* _Aim of the exercise_: Work out the number of lines below containing the word "Rafael" and give nothing besides it.

[Dataset excerpts]

Content starts

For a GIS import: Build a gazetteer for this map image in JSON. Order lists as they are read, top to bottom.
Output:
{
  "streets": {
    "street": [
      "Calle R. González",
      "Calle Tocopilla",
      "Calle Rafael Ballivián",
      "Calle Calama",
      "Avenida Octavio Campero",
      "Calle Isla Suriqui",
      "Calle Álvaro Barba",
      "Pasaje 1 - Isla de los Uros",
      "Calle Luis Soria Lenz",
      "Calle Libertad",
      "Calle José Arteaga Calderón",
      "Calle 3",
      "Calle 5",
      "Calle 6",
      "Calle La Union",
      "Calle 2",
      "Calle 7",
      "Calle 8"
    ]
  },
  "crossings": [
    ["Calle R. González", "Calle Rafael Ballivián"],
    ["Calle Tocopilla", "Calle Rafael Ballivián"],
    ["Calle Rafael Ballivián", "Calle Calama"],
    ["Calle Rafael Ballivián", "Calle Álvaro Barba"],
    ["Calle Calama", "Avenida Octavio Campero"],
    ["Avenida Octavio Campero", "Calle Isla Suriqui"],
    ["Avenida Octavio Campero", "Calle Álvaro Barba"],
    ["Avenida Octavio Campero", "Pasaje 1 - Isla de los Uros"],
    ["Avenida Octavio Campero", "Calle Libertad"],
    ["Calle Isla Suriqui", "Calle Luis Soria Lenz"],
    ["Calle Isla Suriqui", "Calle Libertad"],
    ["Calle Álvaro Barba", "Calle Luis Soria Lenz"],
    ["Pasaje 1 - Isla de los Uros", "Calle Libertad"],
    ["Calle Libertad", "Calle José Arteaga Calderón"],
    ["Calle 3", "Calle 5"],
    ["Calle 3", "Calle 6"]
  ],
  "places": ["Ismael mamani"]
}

Content ends

* _Response to this exercise_: 5